WASHINGTON, D.C. – Congresswoman Jackie Speier (CA-14), co-chair of the Democratic Women’s Caucus (DWC), issued the following statement upon the House passage of the Build Back Better Act.

“Generations to come will look back on this day as a truly transformative moment in our country’s history. Not since the New Deal have we seen an Administration and Congress take such monumental action to address the needs of men and women, hard-working families, our seniors, children, economy, and more,” Rep. Speier said. “Today, Democrats delivered on all fronts. We’re expanding access to and reducing out-of-pocket costs for health care, child care, and family care while also fighting inflation. And we’re doing this by ensuring this transformative agenda is paid for by making big multinational corporations and the wealthiest pay their fair share, and also cracking down on tax cheats. Twenty million children ages 0 to 5 will now have access to child care—that’s a savings of over $5,000 per child, per year. More than 6 million 3- and 4-year-olds will have access to free, high-quality preschool, saving on average $8,600 per child, per year. Together, the bipartisan infrastructure bill and the Build Back Better Act will create an average of two million new jobs each year over the course of the decade.”
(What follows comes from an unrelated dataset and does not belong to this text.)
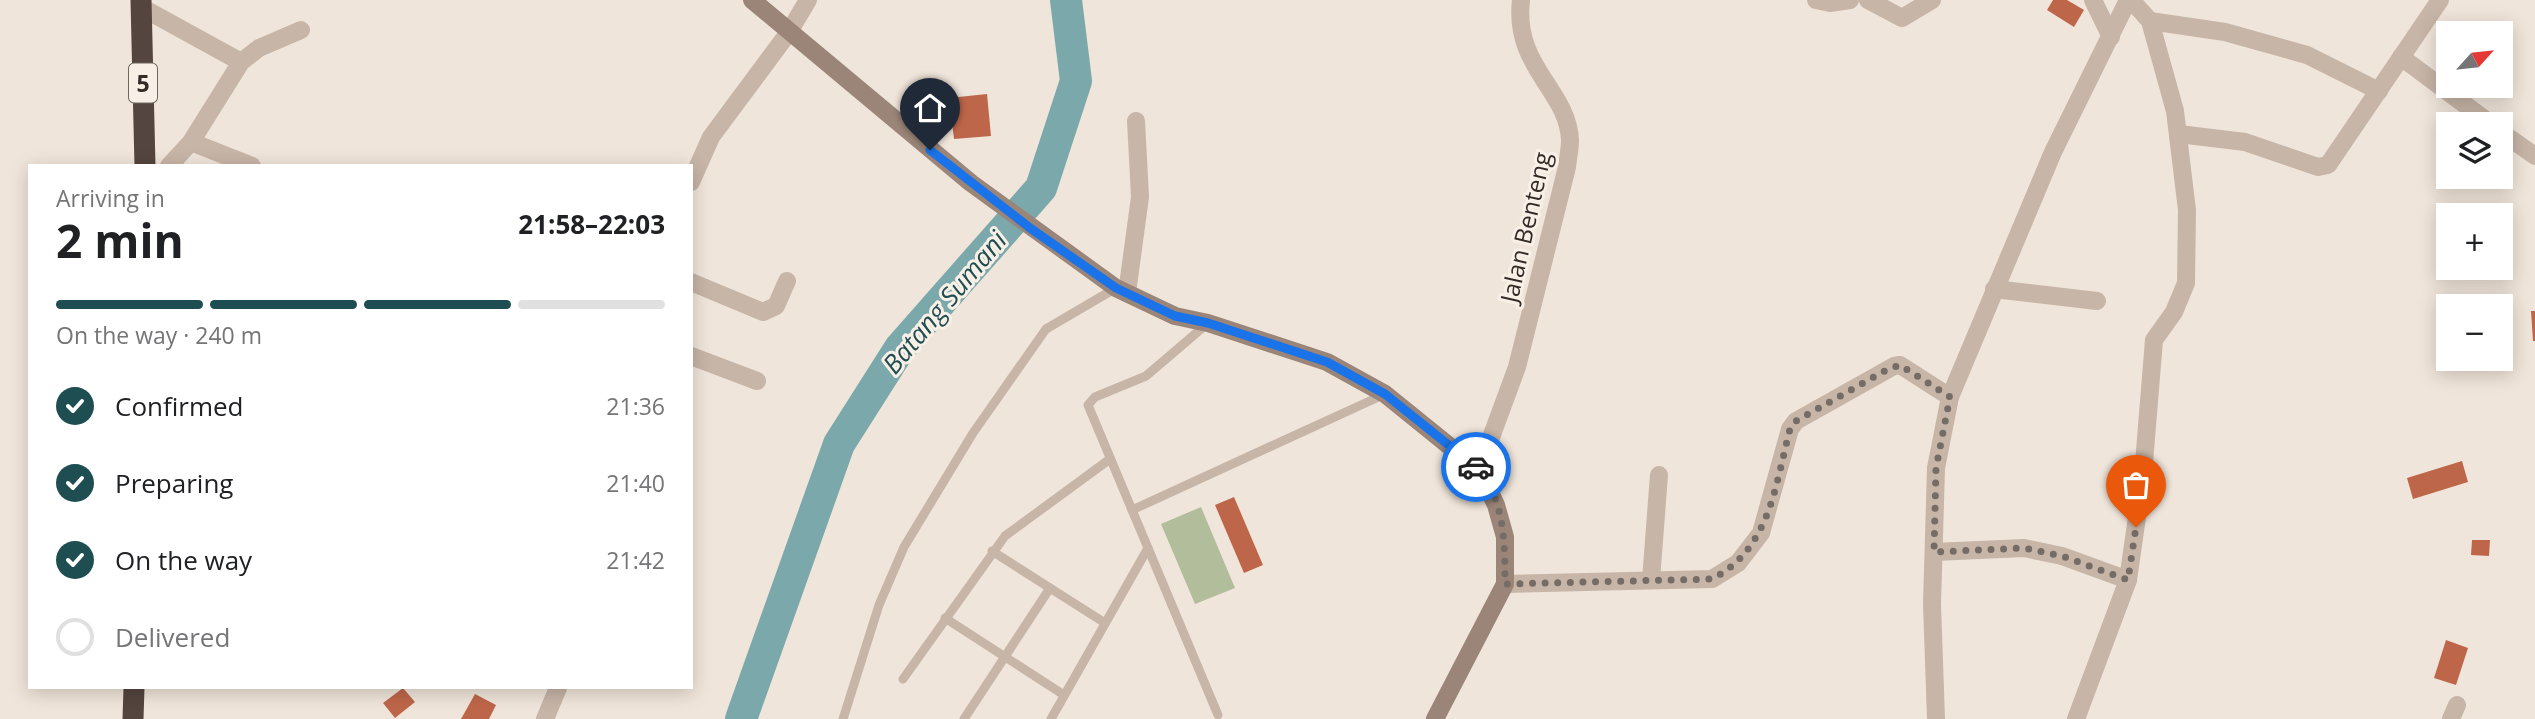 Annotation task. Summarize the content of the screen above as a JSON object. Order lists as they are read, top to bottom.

 “We’re making our largest ever investment to combat the climate crisis, which threatens the coastal communities I represent as well as the survival of current and future generations. We’re expanding Section 8 housing vouchers, establishing a new down-payment assistance fund for first-generation homebuyers, and expanding the low-income housing tax credit to help grow our affordable housing stock, another critical issue in my district. We’re doing what’s right for families by investing in critically-needed paid family and medical leave, ending the national embarrassment of being the only wealthy nation in the world without any paid leave—our European counterparts provide 22 weeks on average. We’re continuing the historic expansion of the Child Tax Credit, which has cut childhood poverty in half. And we’re finally addressing Congress’ longstanding failure to recognize the economic, social, and moral imperative of child care. Again, wealthy countries contribute an average of $14,000 per year for a toddler’s child care, compared with the U.S.’s paltry average of $500,” Rep. Speier said. “This is a true kitchen table relief bill. This is how we help parents return to the workforce, especially women whose workforce participation hasn’t been this low since 1988. This is how we ensure that children thrive and grow. This is how we boost the economy as it rebounds from the devastating financial blow of the pandemic. This is how we will build back better.”